From: Masahiko Sawada <sawada(dot)mshk(at)gmail(dot)com>
To: Thomas Munro <thomas(dot)munro(at)enterprisedb(dot)com>
Cc: Kyotaro HORIGUCHI <horiguchi(dot)kyotaro(at)lab(dot)ntt(dot)co(dot)jp>, Fujii Masao <masao(dot)fujii(at)gmail(dot)com>, Michael Paquier <michael(dot)paquier(at)gmail(dot)com>, Robert Haas <robertmhaas(at)gmail(dot)com>, Thom Brown <thom(at)linux(dot)com>, Beena Emerson <memissemerson(at)gmail(dot)com>, Josh Berkus <josh(at)agliodbs(dot)com>, Amit Kapila <amit(dot)kapila16(at)gmail(dot)com>, PostgreSQL-development <pgsql-hackers(at)postgresql(dot)org>
Subject: Re: Support for N synchronous standby servers - take 2
Date: 2016-03-03 18:40:31
Message-ID: CAD21AoAr=-ZECe-95tO+KrK8iNSdpn0r2qYKJtoYiZFXFembBA@mail.gmail.com
Views: Raw Message | Whole Thread | Download mbox
Thread:
Lists: pgsql-hackers

On Thu, Mar 3, 2016 at 11:30 PM, Masahiko Sawada <sawada(dot)mshk(at)gmail(dot)com> wrote:
> Hi,
>
> Thank you so much for reviewing this patch!
>
> All review comments regarding document and comment are fixed.
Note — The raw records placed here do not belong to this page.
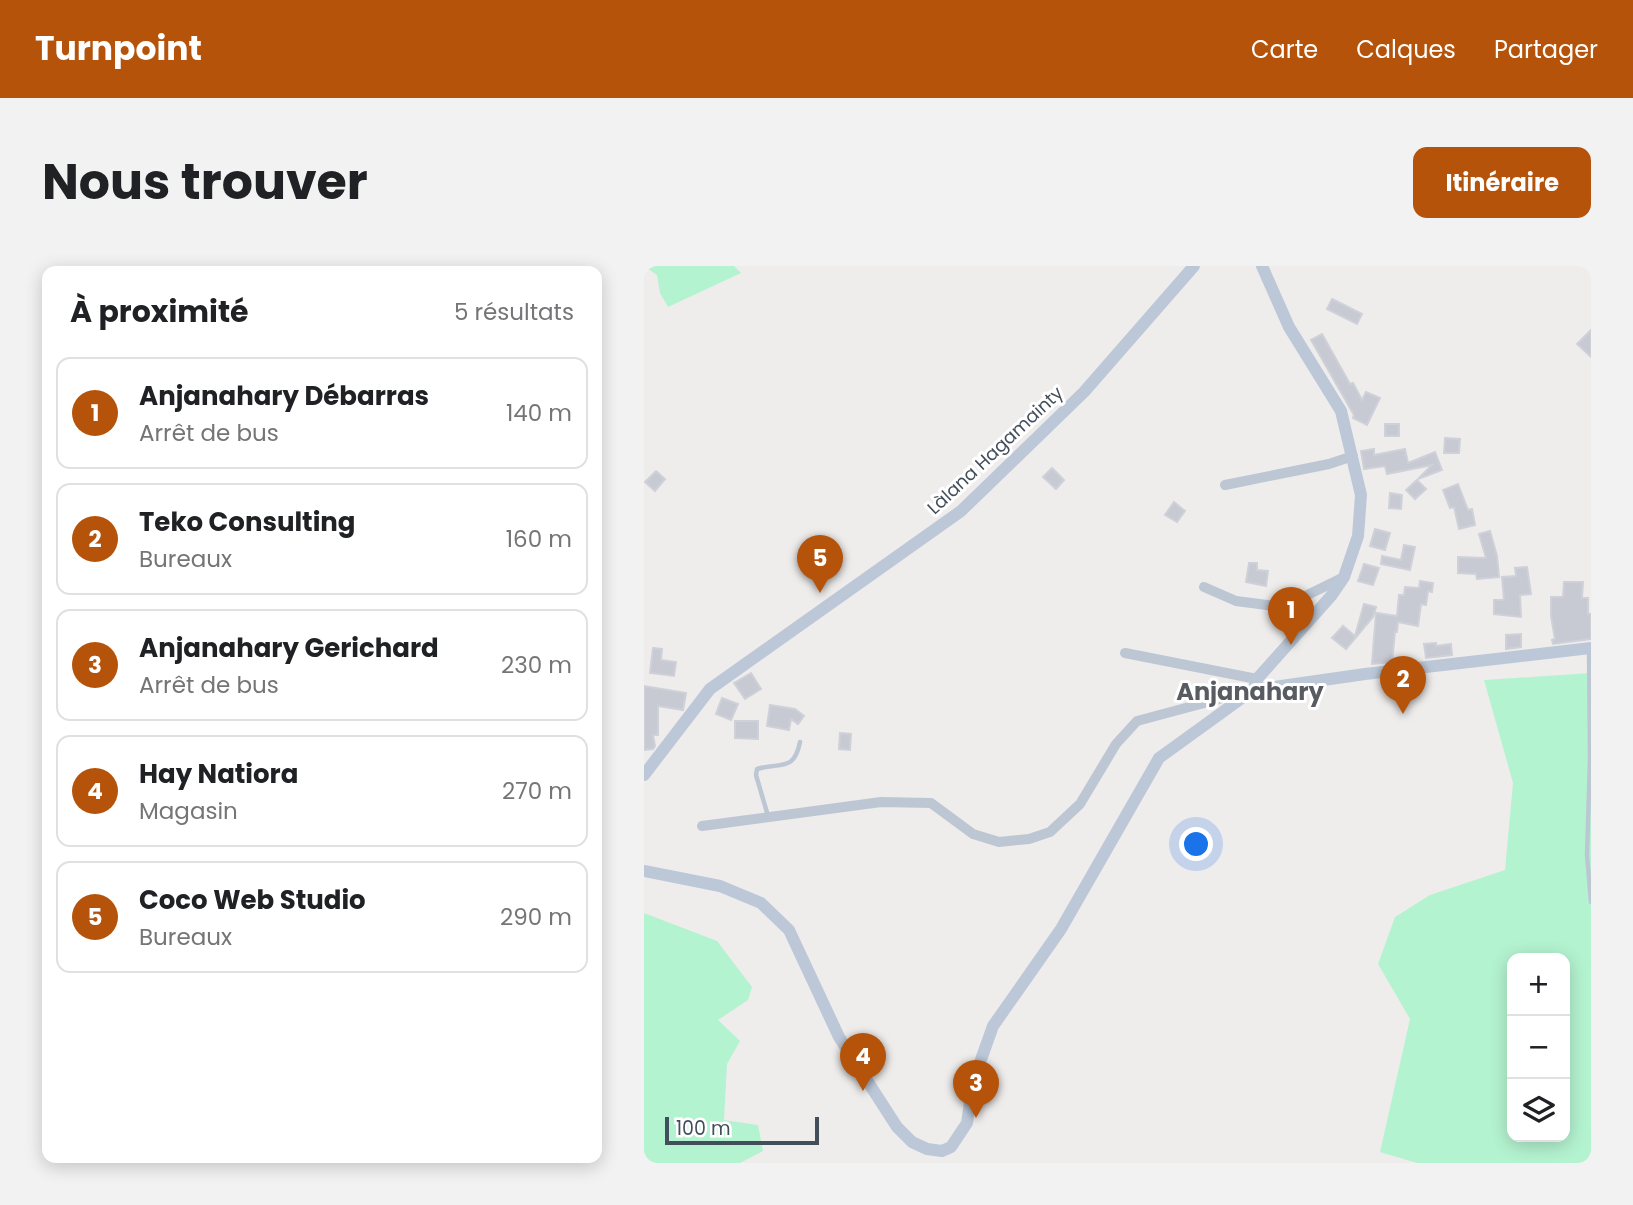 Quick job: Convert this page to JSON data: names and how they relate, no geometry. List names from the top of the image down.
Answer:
{
  "streets": {
    "main road": ["Làlana Hagamainty"]
  },
  "districts": ["Anjanahary"],
  "scale_bar": "100 m",
  "page": {
    "header": "Turnpoint",
    "nav": ["Carte", "Calques", "Partager"],
    "title": "Nous trouver",
    "buttons": "Itinéraire",
    "heading": ["À proximité", "5 résultats"],
    "list": [
      {
        "mark": "1",
        "name": "Anjanahary Débarras",
        "note": "Arrêt de bus",
        "value": "140 m"
      },
      {
        "mark": "2",
        "name": "Teko Consulting",
        "note": "Bureaux",
        "value": "160 m"
      },
      {
        "mark": "3",
        "name": "Anjanahary Gerichard",
        "note": "Arrêt de bus",
        "value": "230 m"
      },
      {
        "mark": "4",
        "name": "Hay Natiora",
        "note": "Magasin",
        "value": "270 m"
      },
      {
        "mark": "5",
        "name": "Coco Web Studio",
        "note": "Bureaux",
        "value": "290 m"
      }
    ],
    "pins": [
      "5",
      "1",
      "2",
      "4",
      "3"
    ],
    "map_buttons": ["+", "−"],
    "scale": "100 m"
  }
}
> Attached latest v14 patch.
>
>> This accepts 'abc^Id' as a name, which is wrong behavior (but
>> such appliction names are not allowed anyway. If you assume so,
>> I'd like to see a comment for that.).
>
> 'abc^Id' is accepted as application_name, no?
> postgres(1)=# set application_name to 'abc^Id';
> SET
> postgres(1)=# show application_name ;
> application_name
> ------------------
> abc^Id
> (1 row)
>
>> addlit_xd_string(char *ytext) and addlitchar_xd_string(unsigned
>> char ychar) requires differnt character types. Is there any reason
>> for that?
>
> Because addlit_xd_string() is for adding string(char *) to xd_string,
> OTOH addlit_xd_char() is for adding just one character to xd_string.
>
>> I personally don't like addlit*string() things for such simple
>> syntax but itself is acceptble enough for me. However it uses
>> StringInfo to hold double-quoted names, which pallocs 1024 bytes
>> of memory chunk for every double-quoted name. The chunks are
>> finally stacked up left uncollected until the current
>> memorycontext is deleted or reset (It is deleted just after
>> finishing config file processing). Addition to that, setting
>> s_s_names runs the parser twice. It seems to me too greedy and
>> seems that static char [NAMEDATALEN] is enough using the v12 way
>> without palloc/repalloc.
>
> I though that length of group name could be more than NAMEDATALEN, so
> I use StringInfo.
> Is it not necessary?
>
>> I found that the name SyncGroupName.wait_num is not
>> instinctive. How about sync_num, sync_member_num or
>> sync_standby_num? If the last is preferable, .members also should
>> be .standbys .
>
> Thanks, sync_num is preferable to me.
>
> ===
>> I am quite uncomfortable with the existence of
>> WanSnd.sync_standby_priority. It represented the pirority in the
>> old linear s_s_names format but nested groups or even
>> single-level quarum list obviously doesn't fit it. Can we get rid
>> of sync_standby_priority, even though we realize atmost
>> n-priority for now?
>
> We could get rid of sync_standby_priority.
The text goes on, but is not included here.